Sintiéndose culpable, Mitchell se dio cuenta de que Lizbeth y él no habían visitado a la pareja de ancianos en casi un año, aunque vivían a menos de trescientos cincuenta kilómetros de distancia. Lizbeth cumplía con sus llamadas telefónicas los domingos por la noche, y esperaba (normalmente en vano) hablar primero con su madre, cuyos modales al teléfono eran débilmente alegres y optimistas. Sin embargo, la última vez que los visitaron les sorprendió el deterioro de Teresa. La pobre se había sometido a meses de quimioterapia y se hallaba en los huesos, su piel como la cera. No mucho antes, con sesenta y tantos, estaba llena de vitalidad, rolliza, robusta como una roca. Y después estaba Otto, rondando con los temblores de las manos que parecía exagerar para tener un aspecto más cómico, quejándose sin cesar de los doctores, de los seguros médicos y de los ovnis «en contubernio », qué visita más tensa y agotadora. De camino a casa, Lizbeth había recitado unos versos de un poema de Emily Dickinson: «Oh Life, begun in fluent Blood, and consumated dull!».

«Dios mío —había exclamado Mitchell, temblando, con la boca seca—. De eso se trata, ¿verdad?».

Ahora, diez meses más tarde, Otto estaba al teléfono hablando como si nada, como si conversara de la venta de unas propiedades, de «cierta decisión» que habían tomado Teresa y él. Los «glóbulos blancos» de Teresa, las «malditas noticias» que él había recibido y de las que no iba a hablar. «El tema se ha cerrado definitivamente», dijo.

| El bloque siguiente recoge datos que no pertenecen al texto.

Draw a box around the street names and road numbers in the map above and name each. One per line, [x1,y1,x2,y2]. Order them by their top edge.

Mitchell, que intentaba entender todo aquello, se apoyó en la pared, repentinamente débil. Está ocurriendo con demasiada rapidez. ¿Qué demonios es esto? Otto comentaba en voz baja:

—Decidimos no decíroslo, en julio volvieron a ingresar a su madre en Mount Sinai. La enviaron a casa y tomamos nuestra decisión. No te lo digo para que hablemos del tema, Mitch, ¿me entiendes? Es sólo para informaros. Y para pediros que cumpláis nuestros deseos.

—¿Vuestros deseos?

—Hemos estado mirando los álbumes, fotos viejas y demás, y disfrutando de lo lindo. Cosas que hacía cuarenta años que no veía. Teresa no para de exclamar: «¡Vaya! ¿Hicimos todo eso? ¿Vivimos todo eso?». Es algo extraño y humillante, en cierto modo, darse cuenta de que hemos sido condenadamente felices, incluso cuando no lo sabíamos. Debo confesar que no tenía ni idea. Tantos años, echando la vista atrás, Teresa y yo llevamos sesenta y dos años juntos; se diría que podría ser muy deprimente pero en realidad, bien mirado, no lo es. Teresa dice: «Hemos vivido unas tres vidas, ¿verdad?».

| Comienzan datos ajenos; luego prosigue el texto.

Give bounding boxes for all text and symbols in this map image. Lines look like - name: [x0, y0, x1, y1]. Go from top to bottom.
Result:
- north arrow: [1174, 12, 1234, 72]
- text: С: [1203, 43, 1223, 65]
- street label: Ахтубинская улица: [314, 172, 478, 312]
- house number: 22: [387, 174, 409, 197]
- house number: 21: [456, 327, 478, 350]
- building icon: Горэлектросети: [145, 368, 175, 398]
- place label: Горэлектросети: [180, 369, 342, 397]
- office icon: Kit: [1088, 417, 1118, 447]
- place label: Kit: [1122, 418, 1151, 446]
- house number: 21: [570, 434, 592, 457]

—Perdón —interrumpió Mitchell con el clamor de la sangre en los oídos—, ¿cuál es esa «decisión» que habéis tomado?

Otto respondió:

—Exacto. Os pido que respetéis nuestros deseos al respecto, Mitch. Creo que lo entiendes.

—Yo... ¿qué?

—No estaba seguro de si debía hablar con Lizbeth. De su reacción. Ya sabes, cuando vuestros hijos se marcharon de casa para ir a la universidad —Otto calló momentáneamente. Con tacto. El caballero de siempre. Nunca criticaría a Lizbeth delante de Mitchell, aunque con Lizbeth podía ser directo e hiriente, o lo había sido en el pasado. Ahora dijo dubitativo—: Puede ponerse, bueno... sentimental.

Mitchell tuvo un presentimiento y preguntó a Otto dónde estaba.

—¿Dónde?

—¿Estáis en Forest Hills?

Otto guardó silencio durante un segundo.

—No.

—Entonces, ¿dónde estáis?

Respondió con un punto de desafío en su voz:

—En la cabaña.

—¿En la cabaña? ¿En Au Sable?

—Eso es. En Au Sable.

Otto dejó que lo asimilara.

Pronunciaron el nombre de forma distinta. Mitchell, O Sable, tres sílabas; Otto, Oz’ble, con una sílaba elidida, como lo pronunciaba la gente de la zona.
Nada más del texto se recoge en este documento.